ACTION ITEM: Copy, from the material below, every line in which the word "stream" can be found.

* * *

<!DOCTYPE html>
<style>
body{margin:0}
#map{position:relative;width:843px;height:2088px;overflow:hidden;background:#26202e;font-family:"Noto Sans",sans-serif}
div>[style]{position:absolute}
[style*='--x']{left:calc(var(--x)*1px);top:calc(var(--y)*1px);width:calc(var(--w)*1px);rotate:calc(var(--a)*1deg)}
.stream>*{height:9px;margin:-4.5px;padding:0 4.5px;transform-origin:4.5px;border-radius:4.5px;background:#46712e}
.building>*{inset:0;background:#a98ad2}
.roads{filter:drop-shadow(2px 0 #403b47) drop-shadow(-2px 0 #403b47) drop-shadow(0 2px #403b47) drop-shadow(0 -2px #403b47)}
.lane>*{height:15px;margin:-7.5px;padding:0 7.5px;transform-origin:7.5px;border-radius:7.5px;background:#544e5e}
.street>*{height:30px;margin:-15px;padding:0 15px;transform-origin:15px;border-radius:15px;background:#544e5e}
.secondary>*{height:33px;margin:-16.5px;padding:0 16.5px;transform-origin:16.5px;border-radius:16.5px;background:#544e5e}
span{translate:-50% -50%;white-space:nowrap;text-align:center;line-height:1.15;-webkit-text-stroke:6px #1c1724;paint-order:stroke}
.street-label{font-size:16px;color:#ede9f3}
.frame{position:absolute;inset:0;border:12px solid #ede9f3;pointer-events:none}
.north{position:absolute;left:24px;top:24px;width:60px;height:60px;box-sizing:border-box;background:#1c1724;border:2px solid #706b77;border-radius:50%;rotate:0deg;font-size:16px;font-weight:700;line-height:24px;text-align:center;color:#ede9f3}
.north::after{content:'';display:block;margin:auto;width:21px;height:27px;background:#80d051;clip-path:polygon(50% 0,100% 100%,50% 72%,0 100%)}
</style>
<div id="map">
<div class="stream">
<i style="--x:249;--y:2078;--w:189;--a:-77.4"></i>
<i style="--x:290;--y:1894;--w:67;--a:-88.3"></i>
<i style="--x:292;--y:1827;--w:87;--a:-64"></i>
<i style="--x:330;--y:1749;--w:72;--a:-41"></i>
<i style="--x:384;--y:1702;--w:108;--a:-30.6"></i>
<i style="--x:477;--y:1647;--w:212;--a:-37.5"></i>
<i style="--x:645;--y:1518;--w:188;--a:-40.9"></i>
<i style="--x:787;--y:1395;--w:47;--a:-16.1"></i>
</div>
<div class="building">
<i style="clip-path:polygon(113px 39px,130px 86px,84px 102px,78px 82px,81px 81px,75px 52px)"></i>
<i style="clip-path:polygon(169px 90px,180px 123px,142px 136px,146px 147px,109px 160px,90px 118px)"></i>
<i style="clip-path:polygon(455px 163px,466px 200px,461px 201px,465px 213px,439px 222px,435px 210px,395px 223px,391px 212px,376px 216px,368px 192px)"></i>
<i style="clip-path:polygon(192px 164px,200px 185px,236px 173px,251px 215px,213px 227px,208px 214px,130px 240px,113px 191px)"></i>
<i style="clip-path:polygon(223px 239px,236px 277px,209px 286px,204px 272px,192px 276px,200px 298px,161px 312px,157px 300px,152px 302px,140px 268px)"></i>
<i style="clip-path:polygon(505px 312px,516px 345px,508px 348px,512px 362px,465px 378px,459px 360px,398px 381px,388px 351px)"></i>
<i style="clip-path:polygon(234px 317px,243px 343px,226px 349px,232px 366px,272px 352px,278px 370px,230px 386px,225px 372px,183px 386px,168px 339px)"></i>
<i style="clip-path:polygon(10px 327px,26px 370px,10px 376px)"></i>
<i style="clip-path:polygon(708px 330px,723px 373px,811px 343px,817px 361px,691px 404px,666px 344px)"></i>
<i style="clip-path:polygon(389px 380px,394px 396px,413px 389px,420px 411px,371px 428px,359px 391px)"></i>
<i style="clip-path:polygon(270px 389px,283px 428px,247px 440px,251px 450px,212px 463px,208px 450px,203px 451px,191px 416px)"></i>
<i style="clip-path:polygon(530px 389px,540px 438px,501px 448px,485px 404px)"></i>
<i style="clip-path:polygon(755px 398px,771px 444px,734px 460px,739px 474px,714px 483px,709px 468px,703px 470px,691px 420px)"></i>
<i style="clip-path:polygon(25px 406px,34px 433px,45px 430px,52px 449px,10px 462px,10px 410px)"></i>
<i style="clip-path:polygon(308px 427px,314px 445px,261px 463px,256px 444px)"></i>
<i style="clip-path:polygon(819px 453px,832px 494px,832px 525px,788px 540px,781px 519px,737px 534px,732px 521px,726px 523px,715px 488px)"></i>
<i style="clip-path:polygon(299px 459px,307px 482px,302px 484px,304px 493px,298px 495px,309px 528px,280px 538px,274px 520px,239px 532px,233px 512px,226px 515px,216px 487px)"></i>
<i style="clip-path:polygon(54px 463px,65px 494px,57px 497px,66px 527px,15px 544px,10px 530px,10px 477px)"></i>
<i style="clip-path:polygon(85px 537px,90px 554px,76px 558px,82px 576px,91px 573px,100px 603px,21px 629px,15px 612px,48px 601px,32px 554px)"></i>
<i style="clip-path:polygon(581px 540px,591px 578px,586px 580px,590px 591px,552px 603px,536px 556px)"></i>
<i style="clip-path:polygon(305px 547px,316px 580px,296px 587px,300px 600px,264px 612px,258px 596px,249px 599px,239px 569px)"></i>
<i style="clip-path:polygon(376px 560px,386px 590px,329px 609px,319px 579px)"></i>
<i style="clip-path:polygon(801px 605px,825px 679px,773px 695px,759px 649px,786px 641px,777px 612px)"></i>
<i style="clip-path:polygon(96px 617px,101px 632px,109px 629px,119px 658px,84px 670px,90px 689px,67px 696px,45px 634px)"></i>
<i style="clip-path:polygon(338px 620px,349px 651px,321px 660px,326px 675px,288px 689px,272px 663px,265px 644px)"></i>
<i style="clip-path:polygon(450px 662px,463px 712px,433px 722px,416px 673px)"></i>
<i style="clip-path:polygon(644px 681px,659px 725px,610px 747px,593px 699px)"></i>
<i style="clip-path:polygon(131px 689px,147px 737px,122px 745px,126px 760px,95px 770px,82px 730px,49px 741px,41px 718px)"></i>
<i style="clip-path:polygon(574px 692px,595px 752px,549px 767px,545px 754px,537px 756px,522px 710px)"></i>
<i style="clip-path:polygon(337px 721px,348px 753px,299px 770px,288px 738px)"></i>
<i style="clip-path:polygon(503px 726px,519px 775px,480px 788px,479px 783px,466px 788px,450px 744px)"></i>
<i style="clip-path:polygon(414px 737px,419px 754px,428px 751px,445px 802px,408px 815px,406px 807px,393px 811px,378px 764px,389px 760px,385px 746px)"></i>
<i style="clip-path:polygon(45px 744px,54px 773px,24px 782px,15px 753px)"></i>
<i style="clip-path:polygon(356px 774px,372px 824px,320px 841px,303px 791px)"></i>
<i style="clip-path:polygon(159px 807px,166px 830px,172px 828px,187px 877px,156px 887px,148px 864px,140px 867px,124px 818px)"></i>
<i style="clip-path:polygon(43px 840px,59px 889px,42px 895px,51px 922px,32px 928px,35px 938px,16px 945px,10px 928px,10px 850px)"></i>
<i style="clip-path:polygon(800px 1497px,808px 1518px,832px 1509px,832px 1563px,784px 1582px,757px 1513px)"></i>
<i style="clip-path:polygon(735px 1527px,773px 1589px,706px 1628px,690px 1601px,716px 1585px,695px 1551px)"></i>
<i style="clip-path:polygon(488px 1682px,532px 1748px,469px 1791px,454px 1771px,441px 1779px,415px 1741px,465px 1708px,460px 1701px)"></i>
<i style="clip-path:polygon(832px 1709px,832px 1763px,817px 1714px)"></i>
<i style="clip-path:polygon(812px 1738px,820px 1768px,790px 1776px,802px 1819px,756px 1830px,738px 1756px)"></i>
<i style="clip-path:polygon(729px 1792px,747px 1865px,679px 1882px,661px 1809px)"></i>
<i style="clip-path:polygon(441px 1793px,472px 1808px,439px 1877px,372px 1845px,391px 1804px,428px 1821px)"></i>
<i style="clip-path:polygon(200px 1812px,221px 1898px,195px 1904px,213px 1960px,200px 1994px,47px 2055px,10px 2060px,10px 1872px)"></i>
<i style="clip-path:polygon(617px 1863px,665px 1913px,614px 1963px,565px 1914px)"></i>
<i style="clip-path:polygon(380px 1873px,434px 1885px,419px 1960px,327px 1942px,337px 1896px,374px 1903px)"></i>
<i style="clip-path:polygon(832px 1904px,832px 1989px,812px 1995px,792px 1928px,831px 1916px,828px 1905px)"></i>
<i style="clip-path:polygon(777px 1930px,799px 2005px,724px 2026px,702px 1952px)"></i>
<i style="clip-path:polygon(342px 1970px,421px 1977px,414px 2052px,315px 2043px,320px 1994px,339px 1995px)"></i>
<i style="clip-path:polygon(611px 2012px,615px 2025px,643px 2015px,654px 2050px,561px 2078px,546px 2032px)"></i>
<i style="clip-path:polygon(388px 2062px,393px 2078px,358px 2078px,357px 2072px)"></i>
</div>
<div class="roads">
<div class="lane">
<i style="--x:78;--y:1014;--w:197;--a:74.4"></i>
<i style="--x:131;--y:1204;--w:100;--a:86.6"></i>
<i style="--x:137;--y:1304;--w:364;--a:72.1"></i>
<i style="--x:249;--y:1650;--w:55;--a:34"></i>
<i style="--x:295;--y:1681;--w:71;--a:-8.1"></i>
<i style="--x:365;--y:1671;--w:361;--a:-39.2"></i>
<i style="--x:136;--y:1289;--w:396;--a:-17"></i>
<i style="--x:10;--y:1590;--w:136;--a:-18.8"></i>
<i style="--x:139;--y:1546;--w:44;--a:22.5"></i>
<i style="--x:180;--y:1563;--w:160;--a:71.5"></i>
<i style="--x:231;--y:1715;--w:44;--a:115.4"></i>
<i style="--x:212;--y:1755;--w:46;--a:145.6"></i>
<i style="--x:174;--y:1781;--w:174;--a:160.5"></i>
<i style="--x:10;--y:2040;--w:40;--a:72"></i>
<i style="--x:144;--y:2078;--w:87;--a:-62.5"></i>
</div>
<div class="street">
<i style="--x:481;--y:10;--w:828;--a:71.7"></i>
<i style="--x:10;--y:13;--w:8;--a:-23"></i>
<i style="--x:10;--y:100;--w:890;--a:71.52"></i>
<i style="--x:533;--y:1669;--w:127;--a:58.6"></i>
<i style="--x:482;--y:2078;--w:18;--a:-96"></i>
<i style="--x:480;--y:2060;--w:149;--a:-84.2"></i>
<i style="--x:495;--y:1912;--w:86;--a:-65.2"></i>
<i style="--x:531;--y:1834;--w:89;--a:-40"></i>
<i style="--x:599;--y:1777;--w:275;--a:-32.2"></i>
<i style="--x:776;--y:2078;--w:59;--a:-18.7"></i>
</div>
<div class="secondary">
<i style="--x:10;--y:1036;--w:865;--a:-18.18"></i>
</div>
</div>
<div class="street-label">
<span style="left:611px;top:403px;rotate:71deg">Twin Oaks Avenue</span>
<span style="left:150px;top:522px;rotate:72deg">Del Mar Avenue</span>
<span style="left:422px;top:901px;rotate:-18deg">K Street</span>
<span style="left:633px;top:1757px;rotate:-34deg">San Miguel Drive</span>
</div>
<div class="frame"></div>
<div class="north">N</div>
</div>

* * *

ANSWER BELOW:
.stream>*{height:9px;margin:-4.5px;padding:0 4.5px;transform-origin:4.5px;border-radius:4.5px;background:#46712e}
<div class="stream">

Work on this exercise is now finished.